Hacker News new | ask | show | jobs
by yolo69420 1511 days ago
Maybe I'm missing something but unless the interviewer expects a 100% correct csv parser that handles all possible corner cases this is basically

- read file

- start at beginning; if you encounter separator, add new entry to an array. if you encounter newline, save entire current array as a new line to an array of lines.

- do lexicographical sort of arrays (can just use qsort for this).

- if the test q actually wants you to parse out numbers and shit like that, nothing about the structure changes, you just have to record some extra info when parsing values and then use a different comparison depending on the type in the function you pass to qsort

I dare say someone programming algorithms in a kernel or writing code for custom file systems should be able to do this. OK 15 min may be tight if you're nervous but you should get there.

3 comments

You forgot quotes. Unfortunately we're moving forward with other candidates at this time. Good luck in your job search!
It gets very nasty at this point especially because I’ve used popular languages who’s CSV parsing libraries were unable to handle some weird quotes properly.
What languages? No option to configure any character as quote character or delimiter?
Ruby. Python. Several JavaScript NPM packages. Part of the problem here is the standards around CSVs aren’t consistent, nor are they well respected.

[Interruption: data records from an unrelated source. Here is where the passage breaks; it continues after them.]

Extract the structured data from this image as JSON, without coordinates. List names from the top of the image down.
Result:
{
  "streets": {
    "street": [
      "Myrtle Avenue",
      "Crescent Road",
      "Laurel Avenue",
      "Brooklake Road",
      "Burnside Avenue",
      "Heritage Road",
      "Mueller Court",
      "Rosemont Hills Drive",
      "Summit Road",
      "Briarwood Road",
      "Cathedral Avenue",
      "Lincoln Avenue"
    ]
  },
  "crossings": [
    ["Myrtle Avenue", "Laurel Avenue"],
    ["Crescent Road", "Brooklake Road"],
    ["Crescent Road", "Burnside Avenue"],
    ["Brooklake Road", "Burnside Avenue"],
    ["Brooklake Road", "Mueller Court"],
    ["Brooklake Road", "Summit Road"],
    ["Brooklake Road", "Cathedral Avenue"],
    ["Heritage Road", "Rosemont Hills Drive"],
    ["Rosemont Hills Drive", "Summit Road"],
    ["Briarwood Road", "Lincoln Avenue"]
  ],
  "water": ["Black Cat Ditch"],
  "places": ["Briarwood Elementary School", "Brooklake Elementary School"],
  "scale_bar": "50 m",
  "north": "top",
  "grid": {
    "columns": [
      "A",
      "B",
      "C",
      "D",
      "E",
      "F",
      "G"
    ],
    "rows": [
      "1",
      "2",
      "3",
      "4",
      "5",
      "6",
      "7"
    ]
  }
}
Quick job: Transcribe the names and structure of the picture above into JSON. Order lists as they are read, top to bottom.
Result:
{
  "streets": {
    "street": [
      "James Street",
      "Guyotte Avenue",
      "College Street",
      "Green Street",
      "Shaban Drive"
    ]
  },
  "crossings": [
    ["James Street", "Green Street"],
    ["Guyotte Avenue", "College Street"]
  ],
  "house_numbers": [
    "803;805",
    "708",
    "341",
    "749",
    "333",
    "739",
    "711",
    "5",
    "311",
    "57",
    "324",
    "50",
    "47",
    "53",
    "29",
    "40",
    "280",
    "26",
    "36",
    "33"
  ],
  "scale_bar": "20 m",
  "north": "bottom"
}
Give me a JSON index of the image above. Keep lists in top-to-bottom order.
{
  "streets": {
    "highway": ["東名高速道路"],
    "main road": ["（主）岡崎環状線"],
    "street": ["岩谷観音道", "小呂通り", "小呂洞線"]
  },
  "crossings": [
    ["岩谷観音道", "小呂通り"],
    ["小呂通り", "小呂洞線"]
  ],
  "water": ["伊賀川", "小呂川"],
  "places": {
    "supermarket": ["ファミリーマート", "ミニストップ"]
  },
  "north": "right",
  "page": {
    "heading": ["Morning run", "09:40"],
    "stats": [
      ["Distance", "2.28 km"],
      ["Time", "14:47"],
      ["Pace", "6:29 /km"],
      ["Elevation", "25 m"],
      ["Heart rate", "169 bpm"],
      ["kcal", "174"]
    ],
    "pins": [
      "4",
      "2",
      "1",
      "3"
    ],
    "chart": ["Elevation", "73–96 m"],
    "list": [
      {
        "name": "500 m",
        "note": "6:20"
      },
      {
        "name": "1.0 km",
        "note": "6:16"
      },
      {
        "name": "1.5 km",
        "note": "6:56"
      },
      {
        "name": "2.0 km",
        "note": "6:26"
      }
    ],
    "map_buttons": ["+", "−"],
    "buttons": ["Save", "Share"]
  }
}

Things get even weirder when you throw non-Latin characters in the mix. May such parsers predate widespread use of UTF-8.

Python I believe was the issue in my case.
RFC 4180!
I don’t think you realize how much harder this becomes with C. You probably need to can’t just add strings to an array you’ll need to allocate space for all the arrays (presumably by doing a first pass to determine CSV dimensions) and all the substrings (since they’re Cstrings).

Personally I’d do it by storing indexes into the CSV contents instead of using null terminated C strings.

Doing all of this in just 15 minutes is going to be hard.

By the way, your solution as described is wrong, since it sorts each row independently. What you’d need to do is store all the data in a transposed format i.e an array of pointers to column arrays, then sort the array by giving qsort a comparison function that looks at the first entry in each column.

State machine is all you need.